Still here. Saw no activity for quite some time, so I thought the post had been sent to the scrapper. Am inclined to agree with several of the posts that state it's probably not Russian Iron. My source at my local trainshop agrees that Russian Iron has a bluish cast to it right along the lines of gunmetal blue and color images do not seem to support that.

All the color photos I have seen show either a light gray or something a tad darker. I used to be a World War II ship modeler and I am thinking either Light or Dark Sea Gray or maybe German Gray. Looking at promo shots of MTH's DM&IR Yellowstone, its looks like Dark Sea Gray to me. In any case, I think I may err towards a lighter shade so I can highlight the smoke/fire box areas in graphite.

Thanks for all that revived the thread from its obscurity.

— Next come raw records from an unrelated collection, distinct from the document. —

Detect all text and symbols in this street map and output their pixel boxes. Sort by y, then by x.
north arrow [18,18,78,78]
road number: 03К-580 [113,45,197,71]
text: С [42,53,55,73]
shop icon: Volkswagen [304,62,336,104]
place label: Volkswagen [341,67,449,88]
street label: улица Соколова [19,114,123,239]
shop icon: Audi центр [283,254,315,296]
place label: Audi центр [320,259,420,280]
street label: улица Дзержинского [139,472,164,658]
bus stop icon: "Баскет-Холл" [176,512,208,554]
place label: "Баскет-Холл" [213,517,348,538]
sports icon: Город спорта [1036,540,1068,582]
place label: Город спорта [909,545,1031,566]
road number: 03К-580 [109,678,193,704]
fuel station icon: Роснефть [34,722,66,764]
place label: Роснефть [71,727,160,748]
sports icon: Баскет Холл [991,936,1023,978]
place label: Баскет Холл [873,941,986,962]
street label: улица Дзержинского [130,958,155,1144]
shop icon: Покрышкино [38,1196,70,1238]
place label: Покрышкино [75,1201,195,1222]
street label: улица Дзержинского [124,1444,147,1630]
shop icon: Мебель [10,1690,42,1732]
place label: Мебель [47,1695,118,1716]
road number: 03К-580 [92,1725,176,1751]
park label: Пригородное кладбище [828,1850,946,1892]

I'll post photos when it's done.

The American people are a very generous people and will forgive almost any weakness, with the possible exception of stupidity.  

Will Rogers

  • Member since
    February 2002
  • From: Mpls/St.Paul
  • 12,212 posts
Posted by wjstix on Wednesday, January 23, 2019 11:16 AM

Since the boiler jacketing covered the smokebox too, it would all be the same color.

http://www.steamlocomotive.com/whyte/2-8-8-4/USA/photos/dmir221-gallagher.jpg

If anything, I've seen some photos of Missabe engines where the smokebox area appears darker than the gray boiler, but I suspect that was just because of weathering from the coal smoke.

 

Stix
  • Member since
    March 2017
  • 5,665 posts
Posted by Track fiddler on Wednesday, January 23, 2019 12:51 PM

On my lunch break so I thought I'd see what's kicking on the Forum. 

I talked to Josh Miller the manager of the Duluth Depot.  I left a message with him and he returned my call yesterday morning. He said the color match was taken from the color Russian iron as was mentioned here. He said he didn't know what their original color was called but said he would ask some of the other guys when he sees them throughout this week.  That's all I got.

TF

  • Member since
    March 2016
  • 1,274 posts
Posted by PRR8259 on Wednesday, May 5, 2021 1:14 PM

http://rgusrail.com/mndmir225.html

This big web page--about half way across--specifically states the DM&IR Yellowstones were delivered with dark green boiler and smokebox jacketing--not grey, which apparently became common later.

This was during the 1940's, and color photos from the war years in particular are rare, but is in line with paint practices on other large articulateds constructed during the late 1930's for Rio Grande, Western Pacific, and others.  Some of those were black, and some were dark green.

Respectfully submitted--

John

  • Member since
    February 2002
  • From: Mpls/St.Paul
  • 12,212 posts
Posted by wjstix on Wednesday, May 5, 2021 1:37 PM

MTH's HO scale DMIR Yellowstone has a gray boiler that has a slightly greenish tinge.

https://www.trains.com/mrr/news-reviews/reviews/staff-reviews/mth-ho-scale-dmir-2-8-8-4-yellowstone/

Before that model came out a few years ago, I had never seen anyone reference any DMIR (or D&IR / DM&N) engines having green boiler color. On the other hand, many DMIR engines have been referenced to as having gray boiler paint, while some were black.

Stix
  • Member since
    March 2016
  • 1,274 posts
Posted by PRR8259 on Wednesday, May 5, 2021 3:40 PM

MTH advertised the new, 2021 (final) run of 2-8-8-4's very clearly as having a very green, or even blue-green, boiler jacket, in the MTH catalog.  (Actually very similar to Rio Grande articulateds.)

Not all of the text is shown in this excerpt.